Pendakian gunung di Indonesia

Dari Wikipedia bahasa Indonesia, ensiklopedia bebas

Pendakian gunung di Indonesia memiliki sejarah yang sulit untuk ditelusuri. Umumnya, pendakian gunung di Indonesia dilakukan oleh komunitas pecinta alam dari kalangan pelajar dan mahasiswa sebagai sebuah olahraga dan petualangan. Di Indonesia basanya memerlukan dokumen tertentu agar pendaki dapat melakukan pendakian gunung. Kegiatan pendakian gunung di Indonesia umumnya dilakukan pada bulan Juni hingga Agustus setiap tahunnya, khususnya menjelang hari ulang tahun kemerdekaan Indonesia. Pendakian yang terkenal di Indonesia berpusat di beberapa gunung di pegunungan yang ada di Jawa dan Bali.  Tingkat bahaya pendakian gunung di Indonesia tegolonh rendah karena keterjalan gunung di Indonesia yang rendah dan lingkungan yang tidak ekstrim.

Di lain hal, pendakian gunung di Indonesia mengakibatkan kematian dan kecelakaan atas belasan pendaki gunung tiap tahunnya. Penyebab kematian dan kecelakaan khususnya akibat perlengkapan mendaki yang kurang memadai dan hipotermia. Masalah lain dalam pendakian gunung di Indonesia adalah etika pembuangan sampah saat mendaki oleh pendaki yang termasuk buruk.

Sejarah[sunting | sunting sumber]

Di Indonesia terdapat kecenderungan masyarakat untuk mengaitkan pendakian gunung ke hal yang bersifat mistis dan gaib, dibandingkan ke aspek petualangan.[1] Karena itu, penelusuran sejarah mengenai pendakian gunung di Indonesia sangat sulit dilakukan. Umumnya, penduduk di sekitar gunung yang ditelusuri sejarah pendakiannya akan menyampaikan keterangan-keterangan yang berkaitan dengan mitologi dan bukan fakta ilmiahnya. Salah satu sumber sejarah pendakian gunung di Indonesia yang memuat data ilmiah yang dapat ditelusuri kembali adalah catatan peninggalan Jan Carstenszoon.[2]

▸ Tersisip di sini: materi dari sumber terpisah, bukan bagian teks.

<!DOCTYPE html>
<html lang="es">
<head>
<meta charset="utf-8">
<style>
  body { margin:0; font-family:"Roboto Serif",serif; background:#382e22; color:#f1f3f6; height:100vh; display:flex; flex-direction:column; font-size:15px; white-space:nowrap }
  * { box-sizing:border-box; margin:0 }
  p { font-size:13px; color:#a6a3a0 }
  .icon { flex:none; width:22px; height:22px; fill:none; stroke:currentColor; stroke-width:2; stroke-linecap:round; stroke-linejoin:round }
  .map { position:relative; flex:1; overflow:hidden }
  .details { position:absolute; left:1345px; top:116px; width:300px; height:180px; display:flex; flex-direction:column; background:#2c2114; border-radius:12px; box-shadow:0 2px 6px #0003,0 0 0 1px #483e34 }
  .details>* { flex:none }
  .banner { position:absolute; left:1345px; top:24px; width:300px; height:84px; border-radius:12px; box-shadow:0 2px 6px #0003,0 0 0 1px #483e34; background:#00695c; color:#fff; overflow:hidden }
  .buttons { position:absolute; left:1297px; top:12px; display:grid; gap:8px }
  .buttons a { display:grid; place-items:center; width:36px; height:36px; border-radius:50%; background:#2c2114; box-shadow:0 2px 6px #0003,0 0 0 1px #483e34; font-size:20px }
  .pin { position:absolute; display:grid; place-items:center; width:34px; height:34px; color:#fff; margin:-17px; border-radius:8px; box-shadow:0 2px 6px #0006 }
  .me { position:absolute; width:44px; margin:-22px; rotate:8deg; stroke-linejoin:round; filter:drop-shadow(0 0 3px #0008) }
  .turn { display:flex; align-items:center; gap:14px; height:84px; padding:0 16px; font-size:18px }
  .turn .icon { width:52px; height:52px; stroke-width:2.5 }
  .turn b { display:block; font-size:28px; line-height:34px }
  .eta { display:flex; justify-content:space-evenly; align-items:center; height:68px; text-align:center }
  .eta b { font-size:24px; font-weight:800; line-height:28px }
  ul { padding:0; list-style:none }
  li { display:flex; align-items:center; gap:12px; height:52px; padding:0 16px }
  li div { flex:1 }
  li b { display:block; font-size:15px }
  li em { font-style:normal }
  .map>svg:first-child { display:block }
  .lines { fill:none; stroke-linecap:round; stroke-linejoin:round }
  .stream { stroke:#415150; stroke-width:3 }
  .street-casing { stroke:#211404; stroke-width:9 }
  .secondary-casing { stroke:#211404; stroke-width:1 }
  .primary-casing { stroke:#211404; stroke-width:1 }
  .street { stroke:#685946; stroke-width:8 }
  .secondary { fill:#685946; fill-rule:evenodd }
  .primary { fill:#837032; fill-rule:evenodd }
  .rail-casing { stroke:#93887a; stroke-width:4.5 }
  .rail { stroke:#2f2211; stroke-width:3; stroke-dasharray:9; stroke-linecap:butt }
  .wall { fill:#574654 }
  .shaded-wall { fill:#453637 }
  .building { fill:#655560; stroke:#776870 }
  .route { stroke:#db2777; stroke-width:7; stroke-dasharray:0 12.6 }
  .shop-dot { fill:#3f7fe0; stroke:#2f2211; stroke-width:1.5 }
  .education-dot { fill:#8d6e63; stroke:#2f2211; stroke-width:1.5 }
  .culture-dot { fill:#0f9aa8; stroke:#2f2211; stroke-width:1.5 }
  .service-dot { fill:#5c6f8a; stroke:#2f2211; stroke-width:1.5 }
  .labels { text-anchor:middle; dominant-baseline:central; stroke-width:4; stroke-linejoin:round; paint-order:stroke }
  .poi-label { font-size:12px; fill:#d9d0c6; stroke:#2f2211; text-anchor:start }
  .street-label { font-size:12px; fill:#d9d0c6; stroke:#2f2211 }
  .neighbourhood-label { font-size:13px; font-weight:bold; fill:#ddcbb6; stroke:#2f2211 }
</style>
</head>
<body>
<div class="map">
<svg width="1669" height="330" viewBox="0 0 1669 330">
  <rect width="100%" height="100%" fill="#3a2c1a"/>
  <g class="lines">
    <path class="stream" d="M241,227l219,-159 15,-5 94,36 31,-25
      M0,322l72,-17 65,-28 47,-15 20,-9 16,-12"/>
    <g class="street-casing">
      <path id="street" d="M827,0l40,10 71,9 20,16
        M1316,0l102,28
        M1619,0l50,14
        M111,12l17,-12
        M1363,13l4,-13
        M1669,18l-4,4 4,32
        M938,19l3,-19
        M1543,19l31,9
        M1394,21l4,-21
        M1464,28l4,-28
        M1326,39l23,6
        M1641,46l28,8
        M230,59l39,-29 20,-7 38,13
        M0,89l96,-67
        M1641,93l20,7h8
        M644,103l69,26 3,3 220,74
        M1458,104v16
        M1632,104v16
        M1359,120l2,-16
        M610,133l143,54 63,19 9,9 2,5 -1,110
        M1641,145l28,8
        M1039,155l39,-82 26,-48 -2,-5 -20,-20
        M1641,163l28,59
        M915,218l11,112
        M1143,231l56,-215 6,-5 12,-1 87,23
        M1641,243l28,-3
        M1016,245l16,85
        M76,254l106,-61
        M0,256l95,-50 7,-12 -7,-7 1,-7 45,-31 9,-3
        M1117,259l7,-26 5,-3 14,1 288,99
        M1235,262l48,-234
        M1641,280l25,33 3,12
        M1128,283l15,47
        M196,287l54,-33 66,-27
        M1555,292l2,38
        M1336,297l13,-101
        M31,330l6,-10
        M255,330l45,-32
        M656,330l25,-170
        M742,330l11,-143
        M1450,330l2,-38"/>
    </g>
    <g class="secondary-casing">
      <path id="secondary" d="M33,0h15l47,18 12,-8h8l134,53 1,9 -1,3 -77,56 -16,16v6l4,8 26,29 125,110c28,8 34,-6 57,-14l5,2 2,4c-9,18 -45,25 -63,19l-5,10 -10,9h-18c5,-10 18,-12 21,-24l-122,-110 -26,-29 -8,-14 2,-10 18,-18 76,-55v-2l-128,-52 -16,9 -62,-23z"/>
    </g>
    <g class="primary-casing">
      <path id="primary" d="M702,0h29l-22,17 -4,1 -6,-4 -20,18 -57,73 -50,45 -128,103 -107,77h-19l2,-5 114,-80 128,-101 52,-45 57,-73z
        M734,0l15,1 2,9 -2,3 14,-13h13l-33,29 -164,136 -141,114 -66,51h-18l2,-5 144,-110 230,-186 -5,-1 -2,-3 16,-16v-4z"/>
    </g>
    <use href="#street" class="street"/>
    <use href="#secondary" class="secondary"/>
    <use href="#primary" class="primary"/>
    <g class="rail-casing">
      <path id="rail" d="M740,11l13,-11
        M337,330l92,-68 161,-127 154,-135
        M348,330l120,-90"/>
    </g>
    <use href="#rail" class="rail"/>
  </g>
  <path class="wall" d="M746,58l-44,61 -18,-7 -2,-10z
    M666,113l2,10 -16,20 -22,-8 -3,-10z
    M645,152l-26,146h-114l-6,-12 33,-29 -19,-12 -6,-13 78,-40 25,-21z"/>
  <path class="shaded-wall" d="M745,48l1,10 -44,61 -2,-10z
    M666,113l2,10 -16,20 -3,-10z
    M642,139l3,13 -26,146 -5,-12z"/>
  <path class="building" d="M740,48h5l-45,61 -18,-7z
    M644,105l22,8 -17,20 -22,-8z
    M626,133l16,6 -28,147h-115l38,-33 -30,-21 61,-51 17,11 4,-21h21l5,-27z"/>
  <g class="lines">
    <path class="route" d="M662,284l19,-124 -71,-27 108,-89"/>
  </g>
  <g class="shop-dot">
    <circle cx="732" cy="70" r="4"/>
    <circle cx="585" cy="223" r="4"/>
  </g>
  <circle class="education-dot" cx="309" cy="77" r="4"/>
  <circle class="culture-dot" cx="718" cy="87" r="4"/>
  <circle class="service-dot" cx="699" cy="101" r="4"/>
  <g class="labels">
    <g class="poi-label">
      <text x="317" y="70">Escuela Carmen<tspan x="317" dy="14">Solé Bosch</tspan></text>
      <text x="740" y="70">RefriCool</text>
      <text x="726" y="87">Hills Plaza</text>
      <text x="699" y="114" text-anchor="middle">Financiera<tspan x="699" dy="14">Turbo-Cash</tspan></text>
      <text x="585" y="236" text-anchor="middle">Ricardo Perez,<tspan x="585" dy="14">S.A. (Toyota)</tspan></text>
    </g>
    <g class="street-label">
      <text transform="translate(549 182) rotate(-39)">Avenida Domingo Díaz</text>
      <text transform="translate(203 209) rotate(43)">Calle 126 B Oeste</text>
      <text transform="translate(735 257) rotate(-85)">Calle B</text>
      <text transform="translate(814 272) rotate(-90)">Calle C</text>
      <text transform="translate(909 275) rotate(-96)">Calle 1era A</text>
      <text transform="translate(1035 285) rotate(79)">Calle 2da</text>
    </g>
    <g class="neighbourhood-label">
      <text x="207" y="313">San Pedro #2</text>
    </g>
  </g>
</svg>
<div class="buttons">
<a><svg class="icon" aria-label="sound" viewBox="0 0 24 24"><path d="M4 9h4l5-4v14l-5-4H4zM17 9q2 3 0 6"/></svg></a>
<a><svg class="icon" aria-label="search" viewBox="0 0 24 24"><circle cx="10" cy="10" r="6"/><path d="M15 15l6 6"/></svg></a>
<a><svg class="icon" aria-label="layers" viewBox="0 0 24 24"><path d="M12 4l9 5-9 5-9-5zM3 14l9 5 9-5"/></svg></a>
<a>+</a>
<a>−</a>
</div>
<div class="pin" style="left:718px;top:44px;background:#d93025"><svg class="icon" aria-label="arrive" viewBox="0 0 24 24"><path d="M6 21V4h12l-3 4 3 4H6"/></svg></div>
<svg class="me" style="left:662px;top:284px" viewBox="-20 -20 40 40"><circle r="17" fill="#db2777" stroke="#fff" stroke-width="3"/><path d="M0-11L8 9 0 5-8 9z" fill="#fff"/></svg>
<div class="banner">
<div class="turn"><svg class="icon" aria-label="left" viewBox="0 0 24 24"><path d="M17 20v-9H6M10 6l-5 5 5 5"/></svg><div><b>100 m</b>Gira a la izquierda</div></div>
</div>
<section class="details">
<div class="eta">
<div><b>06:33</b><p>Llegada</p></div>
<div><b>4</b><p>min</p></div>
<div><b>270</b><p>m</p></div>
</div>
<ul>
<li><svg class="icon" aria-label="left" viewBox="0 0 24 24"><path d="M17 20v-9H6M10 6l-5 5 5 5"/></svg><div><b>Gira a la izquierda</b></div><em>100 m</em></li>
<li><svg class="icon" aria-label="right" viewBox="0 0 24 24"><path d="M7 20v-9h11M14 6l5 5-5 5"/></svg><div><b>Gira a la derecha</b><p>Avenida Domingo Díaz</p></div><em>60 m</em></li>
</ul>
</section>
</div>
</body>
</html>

Pada dekade 1970-an hingga 1980-an, pendakian gunung di Indonesia oleh para pemuda lebih bersifat petualangan. Para pecinta alam mengadakan kegiatan berkemah bersama sebagai ajang pertemuan nasional.[3]

Syarat pendakian[sunting | sunting sumber]

Pendakian gunung di Indonesia umumnya dapat dimulai setelah pendaki memenuhi kelengkapan dokumen tertentu. Dua di antara dokumen tersebut adalah surat keterangan sehat dan surat jalan organisasi.[4]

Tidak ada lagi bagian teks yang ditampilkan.